Cuánto más me enfado, más nubes oscurecen el cielo. Vamos a salir siendo
mejores personas, nos repiten. Me temo que las buenas personas seguirán siendo
las mismas, las que ya lo eran. Como mi amiga Ana, voluntaria en primera línea
de combate del coronavirus. Como Purita, al pie del cañón detrás del mostrador.
Las Pérez y Petrita, siempre generosas y alegres.
Resulta difícil de creer que al resto les
vaya a redimir la peste. Especialmente cuando pueden lucrarse de ella. La
fotografía de hoy es una detestable derrota moral. Pero en cuanto empezó esto ya
dimos sobradas muestras de degeneración ética. Las subastas de material al
mejor postor, no al más necesitado. Los camiones que se daban la vuelta,
sobornados por más dinero. La libertad del mercado, privilegio de algunos. No derecho
de todos. Piratas
turcos que interceptan cargamentos sanitarios, que les cierran el paso como
primero hicieron con las avalanchas de inmigrantes. Vecinos que agitan antorchas
contra sus propios vecinos. Perímetros que se estrechan en la miseria del felpudo
de las Ruten. Que ahora son Ruten al cuadrado.
En realidad, supongo que la
adversidad desnuda lo que somos, y hace brotar con más intensidad y furia lo
que habita en nosotros. La luz y la sombra.

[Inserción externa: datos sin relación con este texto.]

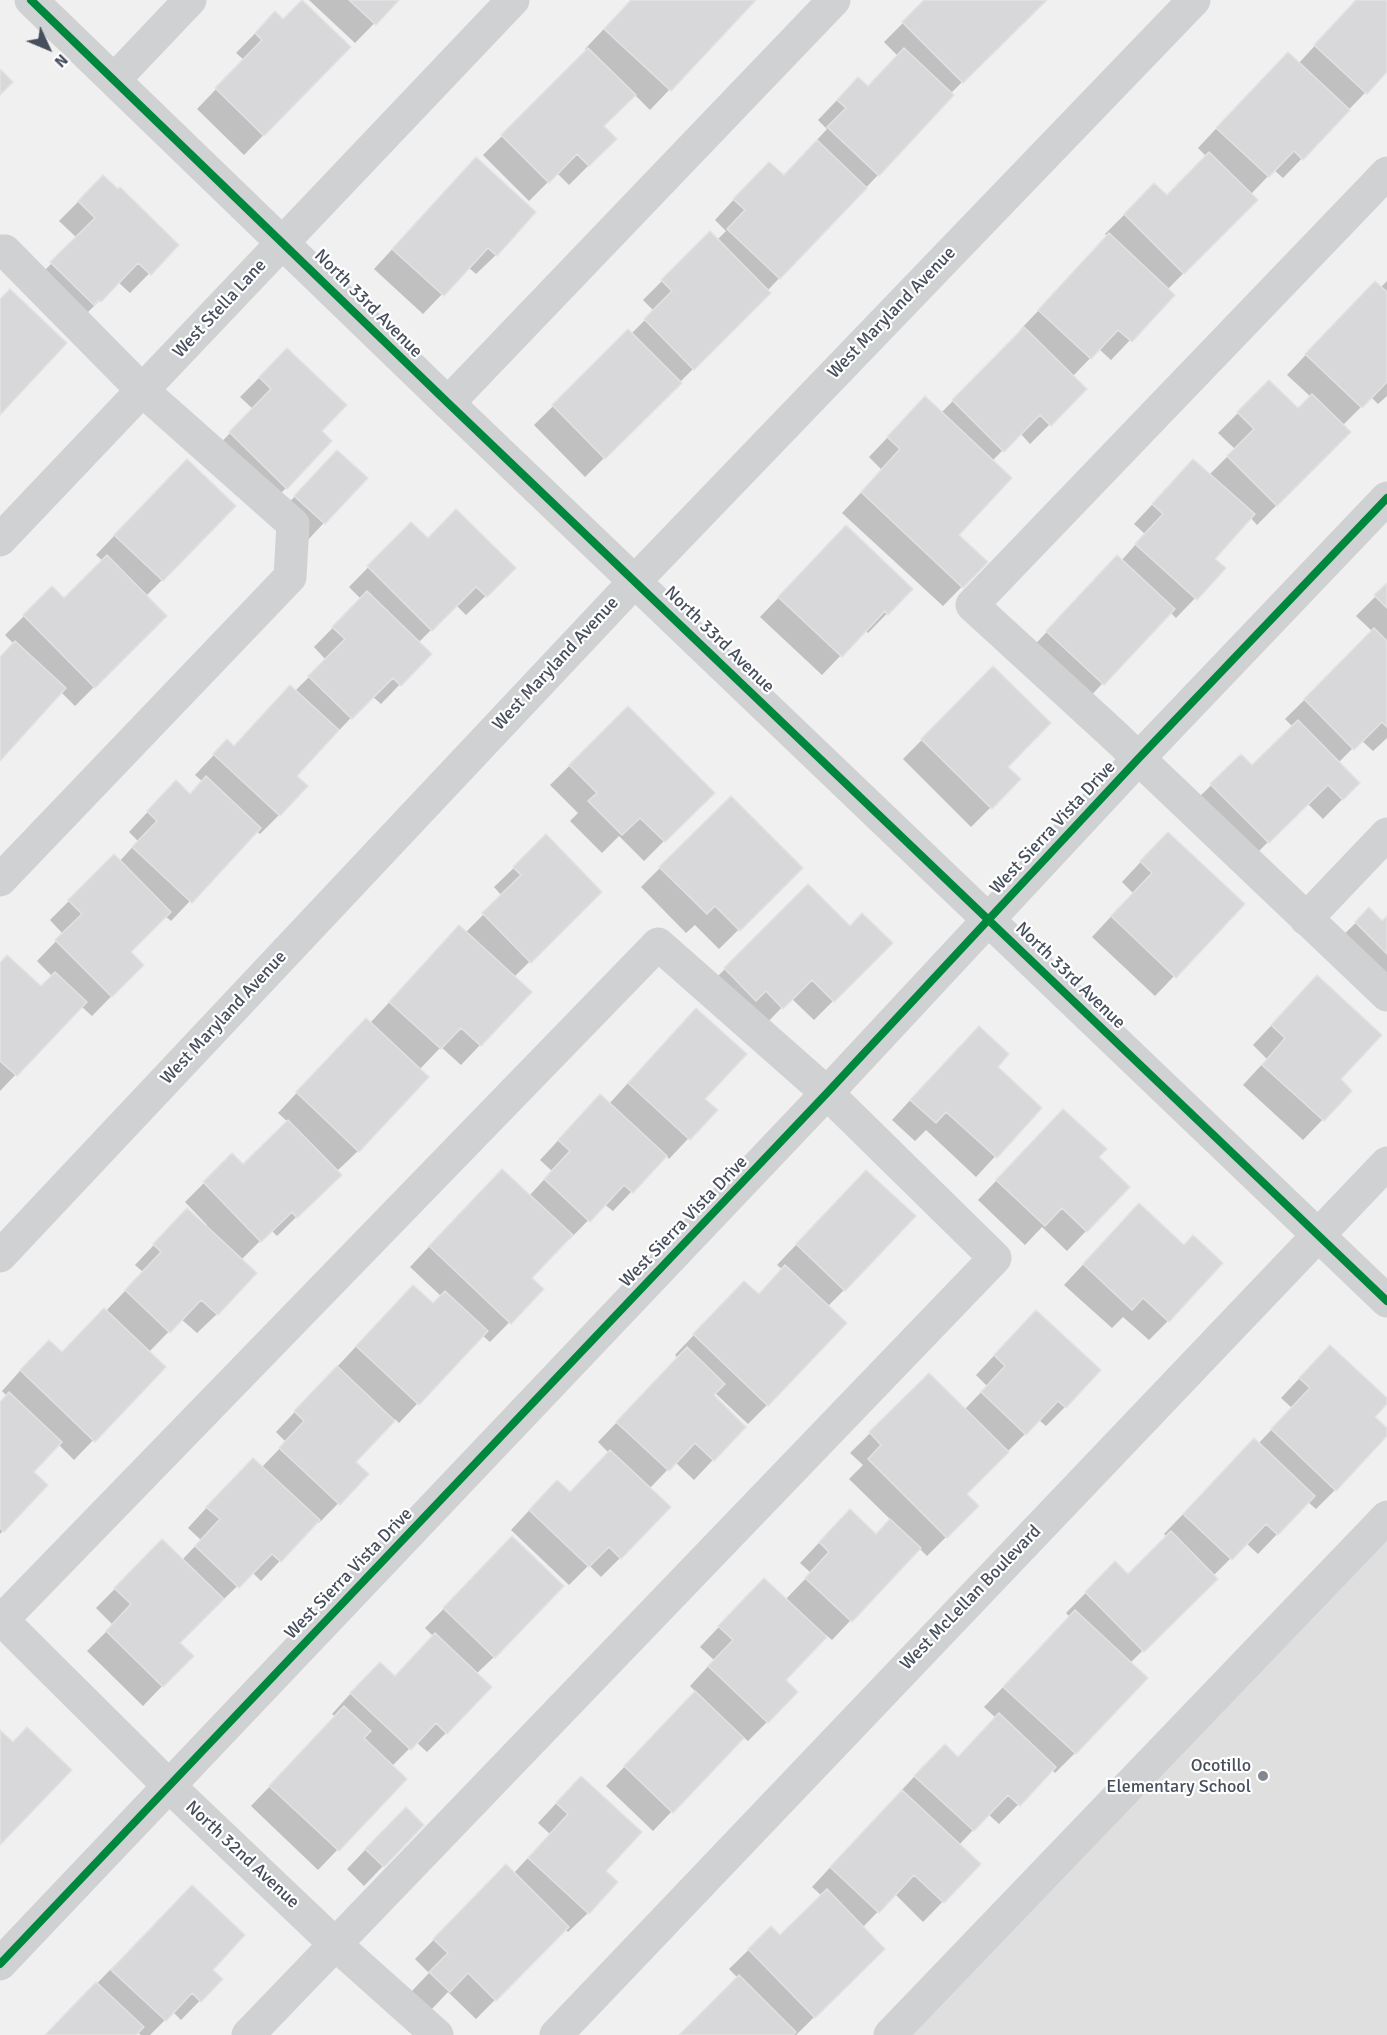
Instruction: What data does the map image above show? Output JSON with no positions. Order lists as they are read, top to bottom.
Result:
{
  "streets": {
    "street": [
      "North 33rd Avenue",
      "West Stella Lane",
      "West Maryland Avenue",
      "West Sierra Vista Drive",
      "West McLellan Boulevard",
      "North 32nd Avenue"
    ]
  },
  "crossings": [
    ["North 33rd Avenue", "West Stella Lane"],
    ["North 33rd Avenue", "West Maryland Avenue"],
    ["North 33rd Avenue", "West Sierra Vista Drive"],
    ["North 33rd Avenue", "West McLellan Boulevard"],
    ["West Sierra Vista Drive", "North 32nd Avenue"]
  ],
  "places": ["Ocotillo Elementary School"],
  "north": "bottom right"
}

La verdad es que el mantra de almanaque que nos están vendiendo literalmente
dice que esta experiencia nos hará “mejores”, no “buenos”. Esa identificación
la he dado yo por sentada. Ahora entiendo que, seguramente, es un error. Porque
la bondad que camina enhebrada a la ética, no se reivindica lo suficiente. Se
desprecia tanto que se ha hecho de la palabra un insulto: el buenismo.

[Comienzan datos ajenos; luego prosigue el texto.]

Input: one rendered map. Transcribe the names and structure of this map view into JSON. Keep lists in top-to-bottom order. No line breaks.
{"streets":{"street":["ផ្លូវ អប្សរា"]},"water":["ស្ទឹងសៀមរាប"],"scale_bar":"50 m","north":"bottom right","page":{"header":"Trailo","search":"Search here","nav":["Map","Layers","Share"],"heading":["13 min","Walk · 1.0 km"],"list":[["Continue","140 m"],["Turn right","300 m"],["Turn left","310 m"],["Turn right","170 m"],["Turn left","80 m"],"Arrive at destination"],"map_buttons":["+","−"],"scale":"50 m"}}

Hay algo que me ha hecho pensar mucho estos días. Cuando se sugirió que
las comunidades acogiesen a pacientes de otras regiones, con hospitales saturados,
todos nos pusimos a silbar. Como Damián el
platas. Ninguno hemos ofrecido una cama. Ha caído la proclama de 'los españoles primero'. Ahora, por delante, pasa el segundo apellidos: somos
cántabros, madrileños o vascos. Cómo aprietan las fronteras cuando el miedo llama
a la puerta. ‘Al diente de la serpiente,
cierra la muralla’, cantaba mi patio esta mañana.